In this context, for example, Griselda in Decameron 10.10 is wise--she cannot know Gualtieri's motives, his obsessions; her only recourse is to endure them and they, when they have inexplicably satisfied Gualtieri, cease. We can, of course, ascribe to Griselda coherent behavior, socially or morally or existentially conscious or unconscious behavior, and we are free to do so--and in fact do so. Indeed Chaucer does so, too, in the Clerk's Tale. In this way the Decameron works against our hubris: the idea that mind can know and manage the world. Boccaccio's storytelling capaciousness is celebratory and this is, for Boccaccio, a species of redemption from the socially and morally devastating world of the plague. Chaucer's storytelling, equally capacious, is set on a religious pilgrimage to a site where storytellers seek "The hooly blissful martir.../ That hem hath holpen whan that they were seeke." This suggests that at Canterbury there will be some kind of healing, perhaps the renewal of health in a figurative sense for storytellers and their values, some kind of clarity, perhaps some kind of judgment that is a reward for tales "of best sentence and moost solaas" (General Prologue 798); these are the Host's storytelling terms that at Canterbury will presumably be resolved--"The blissful martir quite yow youre meede!" (770). Since the pilgrim company doesn't arrive a Canterbury, but only projects final storytelling distinctions, "Canterbury" storytelling has a complex, suggestive, and indeed unfinished celebratory and redemptive consequence, one that entails an assessment of values in the real world analogous to their clarification in Decameron. There, of course, redemption occurs: in the hills above Florence, a place not endangered by the plague, the brigata abandons Dantean strictures for the conceptual victory of moral and social freedom. For Chaucer's storytellers, we are asked to imagine a less definitive clarification of values than for the brigata, but a clarification nonetheless, although "Canterbury" storytellers on their way to Canterbury continuously, even joyfully foreground the difficulty of settling issues.

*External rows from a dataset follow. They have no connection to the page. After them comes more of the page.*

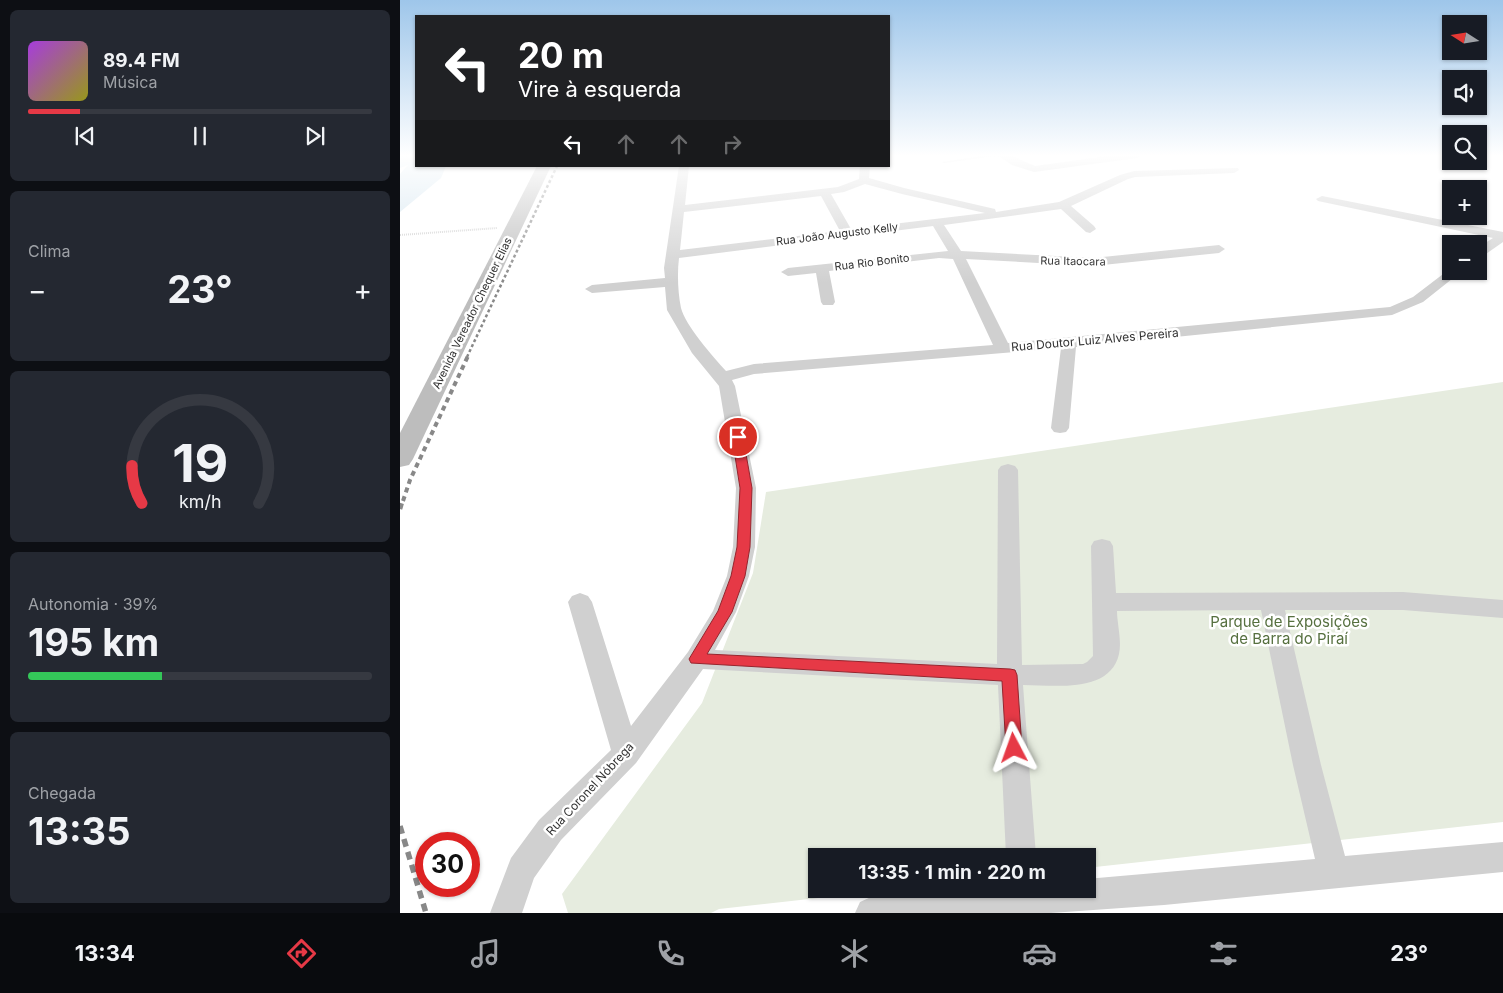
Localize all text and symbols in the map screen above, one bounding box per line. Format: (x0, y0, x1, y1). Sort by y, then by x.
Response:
north arrow (1442, 15, 1488, 60)
map controls (1442, 15, 1487, 280)
text: 20 m (518, 34, 604, 76)
icon: left (435, 35, 500, 100)
text: 89.4 FM (103, 49, 180, 72)
button: sound (1442, 70, 1487, 115)
text: Música (103, 72, 158, 92)
text: Vire à esquerda (518, 76, 681, 102)
icon: previous (71, 122, 99, 150)
icon: pause (186, 122, 214, 150)
icon: next (301, 122, 329, 150)
button: search (1442, 125, 1487, 170)
icon: left (559, 130, 587, 158)
icon: ahead (612, 130, 640, 158)
icon: ahead (665, 130, 693, 158)
icon: right (718, 130, 746, 158)
button: + (1442, 180, 1487, 225)
street label: Rua João Augusto Kelly (775, 220, 899, 248)
street label: Avenida Vereador Chequer Elias (429, 235, 515, 391)
button: − (1442, 235, 1487, 280)
text: Clima (28, 241, 70, 261)
street label: Rua Rio Bonito (834, 250, 911, 274)
street label: Rua Itaocara (1040, 253, 1106, 269)
text: 23° (167, 266, 233, 312)
text: − (28, 273, 47, 307)
text: + (353, 273, 372, 307)
street label: Rua Doutor Luiz Alves Pereira (1011, 325, 1179, 354)
pin (717, 416, 759, 458)
icon: arrive (724, 423, 752, 451)
text: 19 (172, 432, 228, 495)
text: km/h (179, 491, 221, 512)
text: Autonomia · 39% (28, 594, 158, 614)
park label: Parque de Exposições de Barra do Piraí (1210, 612, 1368, 648)
text: 195 km (28, 619, 159, 665)
position arrow (987, 721, 1039, 773)
street label: Rua Coronel Nóbrega (543, 739, 637, 838)
text: Chegada (28, 783, 96, 803)
text: 13:35 (28, 808, 130, 854)
speed limit sign: 30 (415, 832, 480, 897)
text: 13:35 · 1 min · 220 m (858, 861, 1046, 884)
icon: directions (284, 936, 319, 971)
icon: music (468, 936, 503, 971)
icon: phone (653, 936, 688, 971)
icon: climate (837, 936, 872, 971)
icon: car (1022, 936, 1057, 971)
icon: filters (1206, 936, 1241, 971)
text: 13:34 (75, 940, 135, 966)
text: 23° (1390, 940, 1428, 966)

All this gets at what is, for me, implicit in Biggs's argument about the presence of Boccaccio in Chaucer at the inception of the idea of a "Canterbury" frame, though Biggs has not articulated this at the conceptual level I am offering here. Biggs has, however, recognized Boccaccio in Chaucer as the idea of a Canterbury pilgrimage began to take definitive shape; tales whose source is Boccaccio become stories of Canterbury pilgrims as the idea of a pilgrimage assumes degrees of finality. Biggs has opened an early window on the genesis of Chaucer's idea of a narrative frame with multiple and incomplete structures of play and evaluation. Moreover, both Boccaccio and Chaucer invite readers, as Chaucer puts it in the "wordes bitwene the Hoost and the Millere," to "Turne over the leef and chese another tale." Such an invitation reveals readers to themselves--"For he shal fynde ynowe, grete and smale, / Of storial thing that toucheth gentilesse, / And eek moralitee and hoolynesse"--and when readers find they like stories that come up against one another, they are reminded to "Blameth nat me [as Chaucer says, speaking in his own work (3177-3181)] if that ye chese amys." This is, I think, a celebratory and redemptive, a morally revealing, a value-revealing, consequence of a frame narrative.